The ones that got to here however, were the comments about her child with SN, the behaviour, loudness, occasional tantrum, messy eating, lack of appreciation of other people's personal space, etc, and in particular about the fact that she ended up carrying this child quite frequently.

Instead of trying to talk to people over and over, she tried just ignoring them, but some people are incredibly rude and would attempt to talk to the child very critically, assuming they could be understood. She took to carrying with her a few cards, like business cards only twice the dimension and folded over, which she would hand out to people without a word if they criticised or challenged or questioned.

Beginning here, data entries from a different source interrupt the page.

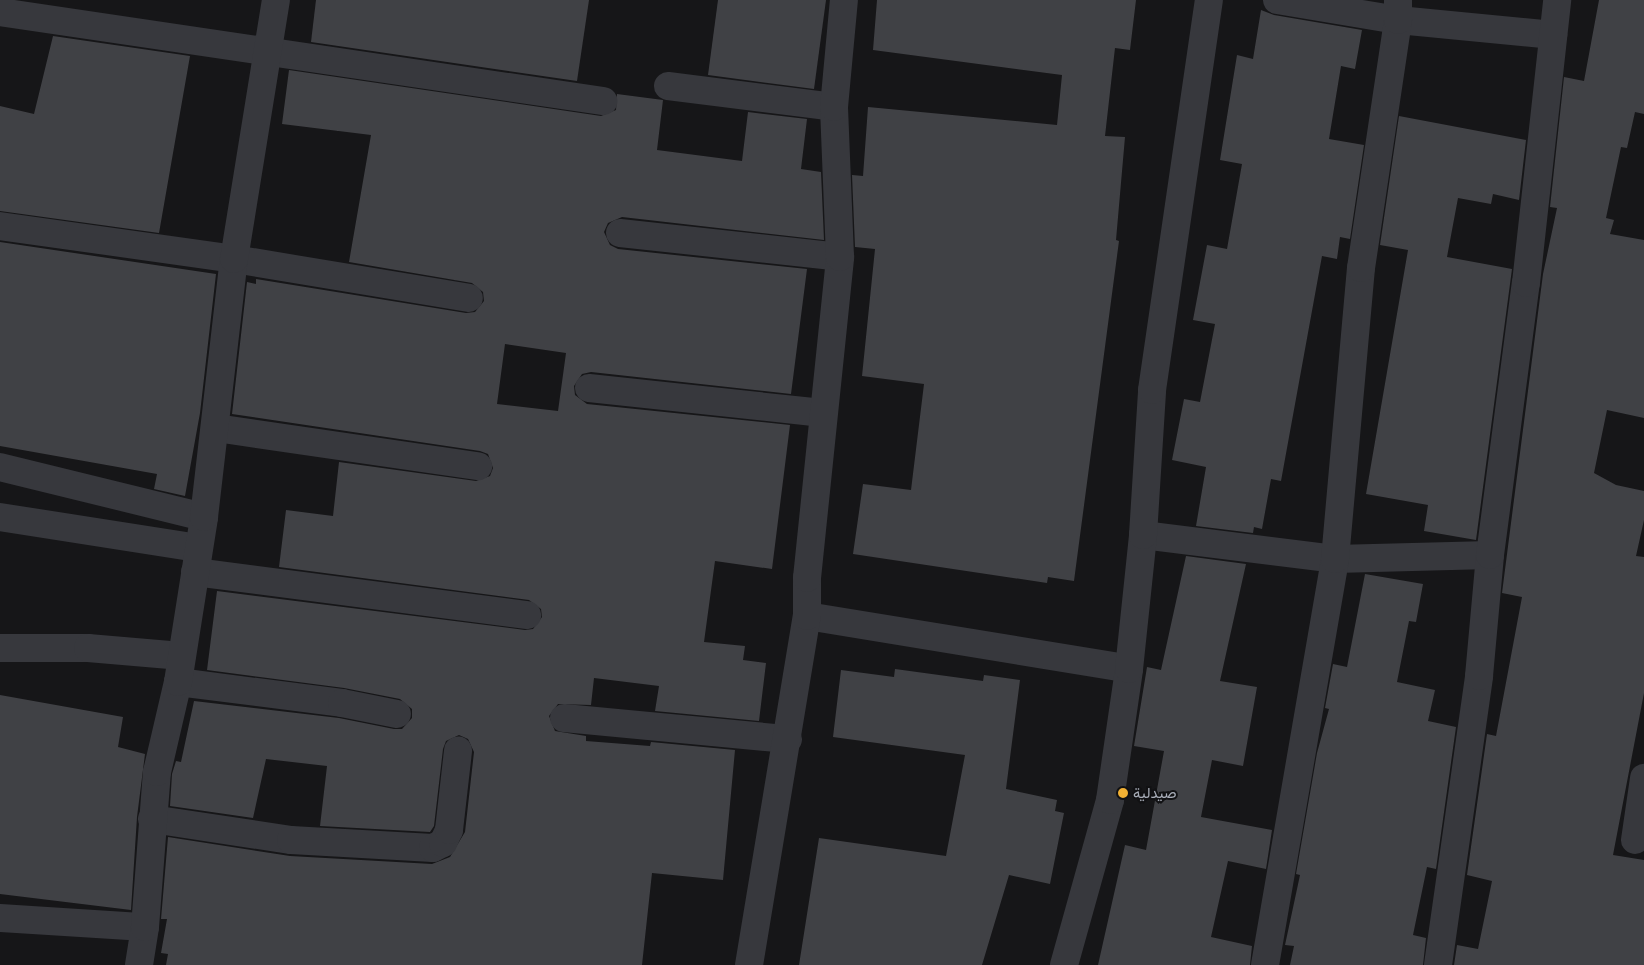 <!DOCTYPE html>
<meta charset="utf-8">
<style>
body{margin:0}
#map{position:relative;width:1644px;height:965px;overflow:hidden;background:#161618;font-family:"Archivo Narrow",Vazirmatn,sans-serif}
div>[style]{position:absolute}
.building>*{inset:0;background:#404145}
.minor>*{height:28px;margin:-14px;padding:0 14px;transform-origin:14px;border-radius:14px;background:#37383d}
.dots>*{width:14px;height:14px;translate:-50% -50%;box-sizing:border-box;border:2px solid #111113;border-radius:50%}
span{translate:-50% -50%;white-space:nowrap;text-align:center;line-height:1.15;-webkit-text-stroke:4px #111113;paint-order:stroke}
.poi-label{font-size:15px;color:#a8adb8}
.left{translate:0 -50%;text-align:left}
</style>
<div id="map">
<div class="building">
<div style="clip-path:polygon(316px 0,589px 0,577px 81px,311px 42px)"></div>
<div style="clip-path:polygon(718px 0,826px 0,814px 89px,708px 75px)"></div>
<div style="clip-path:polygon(877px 0,1136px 0,1130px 50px,1115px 48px,1105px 136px,1125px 137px,1116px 240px,1119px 241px,1074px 581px,1048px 577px,1047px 583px,853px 554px,863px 484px,911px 490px,924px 384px,862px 376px,875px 249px,855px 247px,852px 175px,863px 176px,868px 107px,1057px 125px,1062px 75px,873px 50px)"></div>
<div style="clip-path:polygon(1599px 0,1644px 0,1644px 114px,1635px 112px,1627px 148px,1621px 147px,1606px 218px,1614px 220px,1610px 234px,1644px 240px,1644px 418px,1607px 410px,1594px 473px,1616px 485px,1644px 491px,1644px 520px,1636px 556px,1644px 557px,1644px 693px,1613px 855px,1644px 860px,1644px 965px,1454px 965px,1457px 945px,1478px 949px,1492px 881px,1467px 875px,1487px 734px,1496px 736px,1522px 597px,1502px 593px,1543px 274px,1557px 208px,1550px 207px,1564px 77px,1584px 81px)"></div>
<div style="clip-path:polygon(1261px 10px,1274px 15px,1362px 30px,1355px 69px,1341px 66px,1329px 139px,1364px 145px,1350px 239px,1340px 237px,1337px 259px,1322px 256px,1281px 481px,1271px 479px,1262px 529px,1254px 527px,1253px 533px,1196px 526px,1206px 467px,1172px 460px,1184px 399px,1200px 402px,1215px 324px,1193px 320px,1207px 245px,1227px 249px,1242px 164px,1220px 160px,1237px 55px,1253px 59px)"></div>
<div style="clip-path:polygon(53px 36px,190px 56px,159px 233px,0 211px,0 106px,34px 114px)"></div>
<div style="clip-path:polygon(evenodd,289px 70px,601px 116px,616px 110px,617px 94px,663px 100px,657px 150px,742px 161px,748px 112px,807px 119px,801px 169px,821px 172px,824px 240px,622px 217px,608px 223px,604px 232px,610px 245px,618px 249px,807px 269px,791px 394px,591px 372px,582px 374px,574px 386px,575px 395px,587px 404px,790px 425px,772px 569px,715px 561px,704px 642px,745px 646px,743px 660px,766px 663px,759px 721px,655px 711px,659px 686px,594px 678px,591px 705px,558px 704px,549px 716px,555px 731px,586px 736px,586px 741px,650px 746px,651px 742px,735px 750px,723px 880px,652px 873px,642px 965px,166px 965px,168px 954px,161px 953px,167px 919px,161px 919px,168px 837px,290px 856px,432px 864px,450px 857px,465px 832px,474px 752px,468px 739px,459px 735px,446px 741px,443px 749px,434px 826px,430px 832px,320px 826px,327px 766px,266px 759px,253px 818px,170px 806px,172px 774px,176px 761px,181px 762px,194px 701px,339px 718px,394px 729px,402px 729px,412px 718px,412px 709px,400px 699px,344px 688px,207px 670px,217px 591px,525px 630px,533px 629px,542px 617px,541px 609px,529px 600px,279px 567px,286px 510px,333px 516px,339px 462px,476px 481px,490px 476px,493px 468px,488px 454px,480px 451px,232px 414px,247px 282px,256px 284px,256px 279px,466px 313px,475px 312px,484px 301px,483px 292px,472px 283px,349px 262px,371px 135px,282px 124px,289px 70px,505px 344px,566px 353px,558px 411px,497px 404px,505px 344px)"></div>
<div style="clip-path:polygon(1399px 116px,1526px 140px,1519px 200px,1493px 194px,1491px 204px,1458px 198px,1447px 257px,1512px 269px,1476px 540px,1424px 531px,1428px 505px,1366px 494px,1408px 250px,1380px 245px)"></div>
<div style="clip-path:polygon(0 242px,216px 274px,200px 413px,185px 496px,154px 489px,157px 474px,0 446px)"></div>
<div style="clip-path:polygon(1186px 556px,1246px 564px,1220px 681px,1257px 687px,1243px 766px,1212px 760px,1201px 817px,1272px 830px,1266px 869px,1228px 861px,1211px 937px,1252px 946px,1250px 965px,1098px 965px,1125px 845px,1146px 850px,1164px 751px,1134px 746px,1147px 667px,1161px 670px)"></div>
<div style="clip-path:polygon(1365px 574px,1423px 584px,1416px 622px,1409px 621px,1397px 682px,1435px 690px,1428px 721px,1456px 727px,1436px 869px,1427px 867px,1413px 935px,1426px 938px,1423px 965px,1290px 965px,1294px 946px,1285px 945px,1300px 875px,1296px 874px,1317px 753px,1329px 709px,1325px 708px,1333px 664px,1347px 667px)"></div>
<div style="clip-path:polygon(895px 669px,983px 681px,984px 675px,1020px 680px,1006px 789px,1057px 800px,1055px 811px,1064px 813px,1050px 884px,1009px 875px,982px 965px,799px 965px,819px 838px,946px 856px,965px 755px,833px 737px,841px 670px,894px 677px)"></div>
<div style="clip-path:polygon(0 695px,123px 717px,118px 747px,145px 754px,137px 817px,131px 910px,0 894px)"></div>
</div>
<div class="minor">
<div style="left:1277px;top:0;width:123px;rotate:9.4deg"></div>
<div style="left:1398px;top:20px;width:156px;rotate:5.5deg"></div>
<div style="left:0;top:12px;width:610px;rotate:8.4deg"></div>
<div style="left:668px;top:86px;width:167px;rotate:7.2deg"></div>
<div style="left:0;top:226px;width:236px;rotate:8deg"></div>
<div style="left:234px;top:259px;width:238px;rotate:9.4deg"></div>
<div style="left:620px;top:233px;width:221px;rotate:6.2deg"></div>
<div style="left:589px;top:388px;width:235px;rotate:6.1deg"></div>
<div style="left:216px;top:428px;width:265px;rotate:8.3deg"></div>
<div style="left:0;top:467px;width:210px;rotate:13.8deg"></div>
<div style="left:0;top:517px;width:201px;rotate:8.9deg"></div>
<div style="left:1143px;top:535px;width:193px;rotate:7.1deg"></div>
<div style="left:1335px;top:559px;width:155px;rotate:-1.5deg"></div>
<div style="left:195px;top:572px;width:335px;rotate:7.4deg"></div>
<div style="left:807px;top:616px;width:326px;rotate:9.3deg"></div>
<div style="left:0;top:648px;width:88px"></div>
<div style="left:88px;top:648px;width:94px;rotate:4.9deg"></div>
<div style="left:178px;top:682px;width:165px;rotate:7.3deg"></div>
<div style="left:342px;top:703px;width:56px;rotate:11.3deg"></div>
<div style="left:564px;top:718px;width:225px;rotate:5.4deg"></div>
<div style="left:152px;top:819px;width:141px;rotate:8.6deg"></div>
<div style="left:291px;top:840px;width:142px;rotate:3.2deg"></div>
<div style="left:433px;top:848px;width:11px;rotate:-27deg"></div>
<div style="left:443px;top:843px;width:14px;rotate:-65deg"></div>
<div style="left:449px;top:830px;width:80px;rotate:-83.5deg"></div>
<div style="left:1635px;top:840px;width:63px;rotate:-81.7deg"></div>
<div style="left:0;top:918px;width:145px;rotate:3.6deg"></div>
<div style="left:139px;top:965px;width:38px;rotate:-81deg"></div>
<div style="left:145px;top:927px;width:155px;rotate:-85.6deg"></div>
<div style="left:157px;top:772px;width:92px;rotate:-76.9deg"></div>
<div style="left:178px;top:682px;width:167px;rotate:-81deg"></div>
<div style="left:204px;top:517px;width:260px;rotate:-83.4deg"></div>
<div style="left:234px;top:259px;width:262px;rotate:-80.8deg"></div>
<div style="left:749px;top:965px;width:354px;rotate:-80.6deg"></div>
<div style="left:807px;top:616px;width:38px;rotate:-90deg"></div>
<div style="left:807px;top:578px;width:323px;rotate:-84.1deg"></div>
<div style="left:840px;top:257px;width:150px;rotate:-92.3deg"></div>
<div style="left:834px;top:107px;width:107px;rotate:-84.7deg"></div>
<div style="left:1064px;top:965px;width:171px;rotate:-74.4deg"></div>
<div style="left:1110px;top:800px;width:132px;rotate:-81.7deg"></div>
<div style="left:1129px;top:669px;width:135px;rotate:-84deg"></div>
<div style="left:1143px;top:535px;width:145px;rotate:-86.4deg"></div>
<div style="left:1152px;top:390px;width:394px;rotate:-81.7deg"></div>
<div style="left:1265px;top:965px;width:412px;rotate:-80.2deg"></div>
<div style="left:1335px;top:559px;width:292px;rotate:-84.9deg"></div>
<div style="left:1361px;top:268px;width:251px;rotate:-81.5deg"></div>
<div style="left:1398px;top:20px;width:20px;rotate:-90deg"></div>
<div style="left:1438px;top:965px;width:292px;rotate:-81.9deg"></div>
<div style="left:1479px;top:676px;width:121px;rotate:-84.8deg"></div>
<div style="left:1490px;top:555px;width:274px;rotate:-82.5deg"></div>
<div style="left:1526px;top:283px;width:285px;rotate:-83.7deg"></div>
</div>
<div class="dots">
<div style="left:1123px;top:793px;background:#f2b134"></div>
</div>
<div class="poi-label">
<span class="left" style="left:1133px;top:793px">صيدلية</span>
</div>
</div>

They began "Thank you for your interest in my child who has X condition" and went on to list some of the symptoms of the condition in general and refer to further information (a few websites and a medical textbook).

It worked really well.

BitterAndOnlySlightlyTwisted · 09/08/2014 20:10

I think if people are going to be rude then they deserve the same kind of rudeness back. I'm think along the lines of "she has special needs, so will please just fuck off and mind your own business". I most certainly wouldn't be taking any crap off complete strangers

mathanxiety · 09/08/2014 20:15

Rude people only get defensive and self righteous if someone stoops to their level. You might feel like telling them what to do with themselves, but in the end they are no further enlightened and are more likely to feel justified in what they have done, and will blame your 'attitude', 'anger problem', 'bad example', 'inability to take criticism or knowledge from authority figures [i.e. them] on board' or 'ignorance' for the 'poor behaviour' of your child.

saintlyjimjams · 09/08/2014 20:15

People are ignorant. I sometimes put them right about ds1 (severely autistic), I sometimes ignore them. Usually ignore them tbh.

WhyOWhyWouldYou · 09/08/2014 21:41

Mathanxiety i think you friend handled it really well. Its so sad its even necessary though.

I think no matter what people judge (even had someone make a nasty comment directly to ds when he was 18months for being in a pushchair - he is tall so looked older but still horrible). I cant imagine how horrible it would be for parents with a SN child.